Шрифт:
Интервал:
Закладка:
Позаботиться о памятнике; лучше, наверное, общий. Основоположникам. Обсудить с Зискиндом.
III
Между тем положение настолько серьезное, что неясно: что я принял под свое руководство – институт или бывший институт, ныне бездействующие развалины?.. Башня парализована и полуразрушена, зона завалена. Помощи ждать неоткуда, финансирования тем более – нам уже преподали урок. Проникнуть в лаборатории и мастерские и то теперь проблема.
Система ГиМ, венец нашего творчества, разбита при падении Корнева.
Пец начинал с нуля, а я, похоже, с отрицательных величин.
Тут не до философских осмыслений, надо крутиться и выкручиваться. А я этого сроду не умел.

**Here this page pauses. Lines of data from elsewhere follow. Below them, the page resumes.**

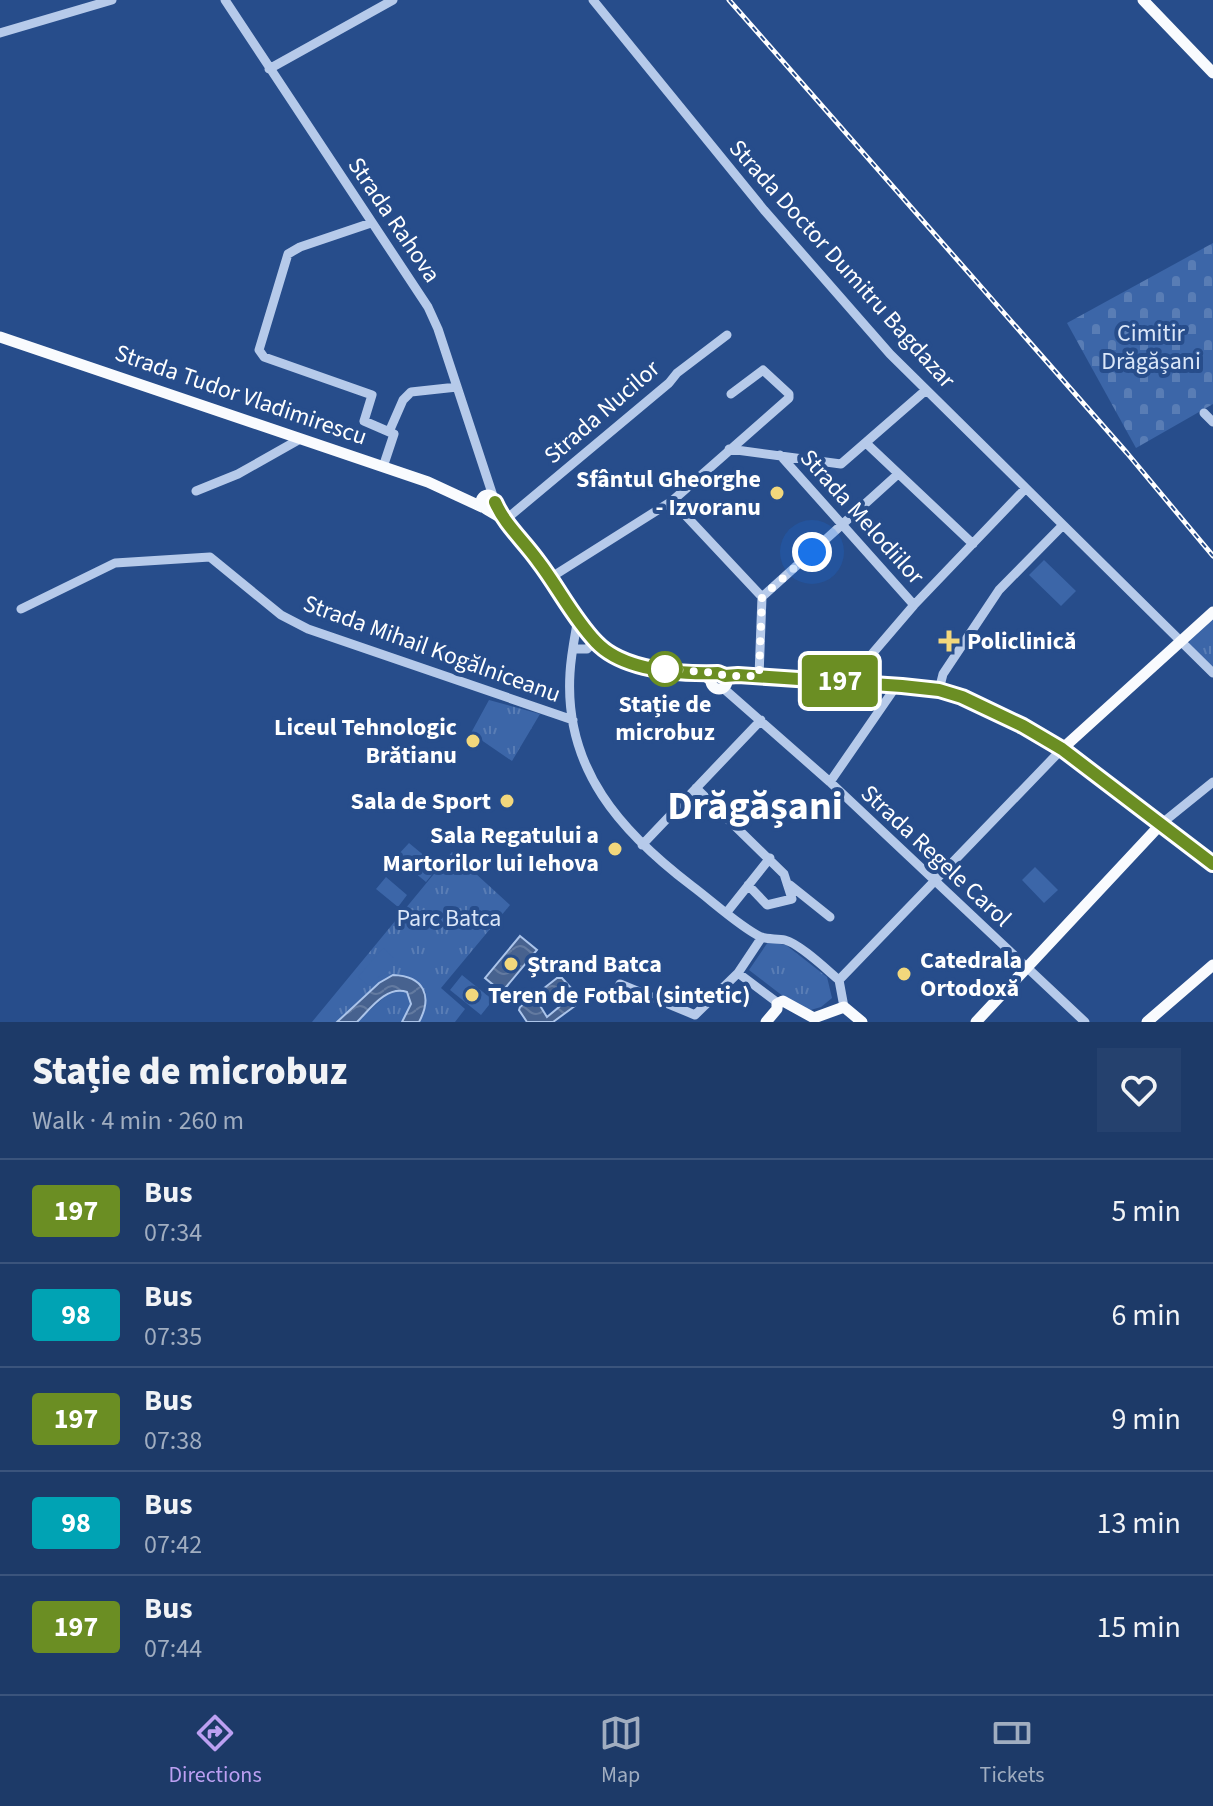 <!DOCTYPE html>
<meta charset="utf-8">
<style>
:root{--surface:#1d3a68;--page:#25416e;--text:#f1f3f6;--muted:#a0adc0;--line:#3b547c;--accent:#bca0f2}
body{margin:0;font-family:"Source Sans 3",sans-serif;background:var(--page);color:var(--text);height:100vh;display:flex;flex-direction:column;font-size:30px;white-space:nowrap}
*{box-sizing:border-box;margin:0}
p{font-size:26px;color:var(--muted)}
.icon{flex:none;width:44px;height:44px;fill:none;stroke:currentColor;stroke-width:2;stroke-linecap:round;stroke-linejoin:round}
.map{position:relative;height:1022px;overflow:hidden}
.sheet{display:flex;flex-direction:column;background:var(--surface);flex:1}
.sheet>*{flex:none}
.badge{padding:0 16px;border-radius:6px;font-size:28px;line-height:52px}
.you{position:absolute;width:40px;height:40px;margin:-20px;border:6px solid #fff;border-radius:50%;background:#1a73e8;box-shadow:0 0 0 12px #1a73e833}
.map>.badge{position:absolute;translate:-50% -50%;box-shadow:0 0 0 4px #fff}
.round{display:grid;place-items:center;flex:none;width:84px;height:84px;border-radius:0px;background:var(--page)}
.summary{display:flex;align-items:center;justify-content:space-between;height:136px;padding:0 32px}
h1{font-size:38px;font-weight:800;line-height:60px}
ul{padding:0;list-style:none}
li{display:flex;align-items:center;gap:24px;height:104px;padding:0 32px;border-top:2px solid var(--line)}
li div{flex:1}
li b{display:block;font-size:30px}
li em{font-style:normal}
li .badge{min-width:88px;font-weight:700;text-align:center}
.dock{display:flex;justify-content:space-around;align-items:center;height:112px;border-top:2px solid var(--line);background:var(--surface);font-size:22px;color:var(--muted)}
.dock a{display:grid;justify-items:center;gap:4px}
.dock .on{color:var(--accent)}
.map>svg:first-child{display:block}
</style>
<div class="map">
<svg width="1213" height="1022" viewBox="0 0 1213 1022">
<defs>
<pattern id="grass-tufts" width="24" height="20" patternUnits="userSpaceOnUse" patternTransform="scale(2)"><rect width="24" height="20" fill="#3c66a8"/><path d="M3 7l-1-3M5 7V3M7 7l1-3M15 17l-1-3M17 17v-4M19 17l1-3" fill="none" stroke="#597db5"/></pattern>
<pattern id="cemetery-stones" width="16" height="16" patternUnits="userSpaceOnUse" patternTransform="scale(2)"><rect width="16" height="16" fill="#3c66a8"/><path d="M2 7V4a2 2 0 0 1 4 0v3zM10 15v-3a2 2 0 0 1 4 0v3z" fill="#597db5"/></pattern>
<pattern id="water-waves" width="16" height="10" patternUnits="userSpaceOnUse" patternTransform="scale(2)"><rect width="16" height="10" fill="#47628f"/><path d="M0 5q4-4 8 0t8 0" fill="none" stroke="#637aa0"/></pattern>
</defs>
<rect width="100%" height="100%" fill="#274d8b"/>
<path fill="url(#grass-tufts)" d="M1213 619V668L1189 645 1190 638Z
M489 700 540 714 512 761 471 733Z
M452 852 510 905 441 988 465 1009 455 1022H419L425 1009 426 993C397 950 361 1001 337 1022H312Z
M768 942 786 945 827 977 832 998 821 1007 807 1011 792 1003 749 970Z
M392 990H403L409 994 411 1004 402 1022H357Z"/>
<path fill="url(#cemetery-stones)" d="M1213 243V404L1136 448 1067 323Z"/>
<path fill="#3c66a8" d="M1044 560 1076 591 1061 606 1029 575Z
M409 843 438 867 426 882 396 857Z
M1035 867 1058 890 1044 903 1022 880Z
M386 877 407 895 398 907 376 889Z
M383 948 394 958 390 962V971L377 978 369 986 358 977Z
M462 975 493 1000 481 1015 450 990Z"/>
<path fill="url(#water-waves)" stroke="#abc4ea" stroke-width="2" d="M520 936 537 950 502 992 485 978Z
M393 975C424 976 433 996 419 1022H402L411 1004 407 992C387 985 370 1009 357 1022H337L379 983Z
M557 978H562L571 988 561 996 558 994 548 1001 545 999 539 1004 547 1017 565 1002 563 999 574 991 579 1003 553 1022H527L519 1010 520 1007Z"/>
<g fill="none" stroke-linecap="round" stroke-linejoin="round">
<path stroke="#b6caea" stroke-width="9" d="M225 0 428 307 438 329 494 499
M593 0 764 210 890 354 1213 673
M0 33 112 0
M269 69 393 0
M371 223 300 247 288 254 259 350 264 357 372 395 364 421 394 434 383 467
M1204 413 1213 422
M389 432 403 400 411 392 457 387
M866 443 973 544
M729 449 841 464 926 390
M780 455 914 605
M196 491 238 474 300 439
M672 501 762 597
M504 521 669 383 677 373 727 335
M550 578 672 501 789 398V394L763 370 731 394
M21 609 115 563 210 557 281 615 308 629 573 720
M578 618C575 636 571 654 570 673 564 769 621 832 692 886 711 900 740 927 761 937 768 940 777 938 785 940 800 944 826 969 839 980
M573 649H587L595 641
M759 676 762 597 898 474
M848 682 914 605 1025 489
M723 688 830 782 1085 1022
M939 690 943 674 999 590 1063 525
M830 782 897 685
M696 788 784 874 792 899 767 905 748 885
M1161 824 1213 782
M642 845 761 720
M790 885 830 917
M727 912 770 858
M738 973 778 1003
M839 980 1062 749
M839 980 844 1007
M620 984 695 1015 738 973 762 937"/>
<path stroke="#f9fbfe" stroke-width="11" d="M1143 0 1213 73
M0 337 428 482 482 507
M481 502a7 7 0 1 1 14 0a7 7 0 1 1-14 0Z
M486 509 503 519 525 544 578 618 604 648 640 666 701 672 711 681
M711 681a8 8 0 1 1 16 0a8 8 0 1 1-16 0Z
M725 676 738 675 902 686 939 690 962 697 991 710 1062 749 1213 864
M1062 749 1213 612
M766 1022 777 1009V1004L783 1001 814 1018 844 1007 862 1022
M976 1022 1161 824
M1147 1022 1213 965"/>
<g stroke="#fff" stroke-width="5">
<path id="rail" d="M729 0 1127 453 1213 556"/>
</g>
<use href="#rail" stroke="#274d8b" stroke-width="2" stroke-dasharray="6" stroke-linecap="butt"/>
</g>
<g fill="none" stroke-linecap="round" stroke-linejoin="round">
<g stroke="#fff" stroke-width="18">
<path id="line" d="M495 502C505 525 523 540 538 561 558 587 573 618 596 642 623 671 681 674 718 673L725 676 738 675 902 686 939 690 962 697 1023 726 1062 749 1213 864"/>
</g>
<use href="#line" stroke="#6b8e23" stroke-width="12"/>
<path stroke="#fff" stroke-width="8" stroke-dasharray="0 14.4" d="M665 669 718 673 725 676H759L762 597 812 552"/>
</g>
<g fill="#f2d77c" stroke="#274d8b" stroke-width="3">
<circle cx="777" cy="493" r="8"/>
<path d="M945 629h8v8h8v8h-8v8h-8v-8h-8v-8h8z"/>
<circle cx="473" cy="741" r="8"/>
<circle cx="507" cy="801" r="8"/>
<circle cx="615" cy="849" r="8"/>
<circle cx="511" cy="964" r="8"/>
<circle cx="904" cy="974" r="8"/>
<circle cx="472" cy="995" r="8"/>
</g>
<circle fill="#fff" stroke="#6b8e23" stroke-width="4" cx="665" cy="669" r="16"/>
<g text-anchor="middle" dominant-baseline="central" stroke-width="8" stroke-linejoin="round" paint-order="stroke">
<g font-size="24" fill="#fff" stroke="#274d8b">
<text transform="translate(394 220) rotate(56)">Strada Rahova</text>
<text transform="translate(842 264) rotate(48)">Strada Doctor Dumitru Bagdazar</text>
<text transform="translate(241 395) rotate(19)">Strada Tudor Vladimirescu</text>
<text transform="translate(602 412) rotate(-41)">Strada Nucilor</text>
<text transform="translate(862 517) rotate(48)">Strada Melodiilor</text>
<text transform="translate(432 649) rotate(20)">Strada Mihail Kogălniceanu</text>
<text transform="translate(936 856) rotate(43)">Strada Regele Carol</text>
</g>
<g font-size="24" fill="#dae6f8" stroke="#274d8b">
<text x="1151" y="333">Cimitir<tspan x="1151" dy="28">Drăgășani</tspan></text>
<text x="449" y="918">Parc Batca</text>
</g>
<g font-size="24" font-weight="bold" fill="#fff" stroke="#274d8b" text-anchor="end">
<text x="761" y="479">Sfântul Gheorghe<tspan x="761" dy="28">- Izvoranu</tspan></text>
<text x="967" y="641" text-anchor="start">Policlinică</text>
<text x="457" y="727">Liceul Tehnologic<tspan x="457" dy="28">Brătianu</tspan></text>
<text x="491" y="801">Sala de Sport</text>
<text x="599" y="835">Sala Regatului a<tspan x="599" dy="28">Martorilor lui Iehova</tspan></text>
<text x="920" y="960" text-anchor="start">Catedrala<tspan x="920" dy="28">Ortodoxă</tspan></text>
<text x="527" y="964" text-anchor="start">Ștrand Batca</text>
<text x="488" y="995" text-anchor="start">Teren de Fotbal (sintetic)</text>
</g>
<g font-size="24" font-weight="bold" fill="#fff" stroke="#274d8b">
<text x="665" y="704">Stație de<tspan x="665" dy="28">microbuz</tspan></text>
</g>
<g font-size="40" font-weight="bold" fill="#fff" stroke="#274d8b">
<text x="755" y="806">Drăgășani</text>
</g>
</g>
</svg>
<div class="you" style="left:812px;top:552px"></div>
<b class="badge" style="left:840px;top:681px;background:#6b8e23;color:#fff">197</b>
</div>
<section class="sheet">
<div class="summary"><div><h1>Stație de microbuz</h1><p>Walk · 4 min · 260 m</p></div><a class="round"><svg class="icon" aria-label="heart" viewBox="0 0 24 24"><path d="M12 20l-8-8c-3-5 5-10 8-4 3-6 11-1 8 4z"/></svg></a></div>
<ul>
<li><span class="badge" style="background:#6b8e23;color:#fff">197</span><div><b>Bus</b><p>07:34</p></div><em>5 min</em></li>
<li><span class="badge" style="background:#00a3b4;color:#fff">98</span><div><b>Bus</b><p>07:35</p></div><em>6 min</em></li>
<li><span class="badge" style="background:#6b8e23;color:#fff">197</span><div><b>Bus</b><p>07:38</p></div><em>9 min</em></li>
<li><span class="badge" style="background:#00a3b4;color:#fff">98</span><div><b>Bus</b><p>07:42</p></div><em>13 min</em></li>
<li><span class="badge" style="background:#6b8e23;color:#fff">197</span><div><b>Bus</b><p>07:44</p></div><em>15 min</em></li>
</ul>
</section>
<nav class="dock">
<a class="on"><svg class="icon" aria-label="directions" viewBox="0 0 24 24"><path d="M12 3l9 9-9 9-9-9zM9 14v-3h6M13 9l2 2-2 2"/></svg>Directions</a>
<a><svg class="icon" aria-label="map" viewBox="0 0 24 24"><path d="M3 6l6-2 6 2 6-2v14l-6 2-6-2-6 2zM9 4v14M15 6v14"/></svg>Map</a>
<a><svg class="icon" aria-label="tickets" viewBox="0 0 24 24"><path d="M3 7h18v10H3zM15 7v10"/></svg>Tickets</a>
</nav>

Катагань: 18 сентября, 16 час 35 мин
На уровне К24: 18 + 18 сентября, 15 час 40 мин
I
Предыдущую запись я сделал в своем номере в гостинице «Под крышей» на 144-м уровне; он у меня есть, как и у каждого, работающего на верхних уровнях, – «верхнего». И более обитаем, чем мое земное пристанище на Пушкинской, в квартире вдовы Пеца, Юлии Алексеевны.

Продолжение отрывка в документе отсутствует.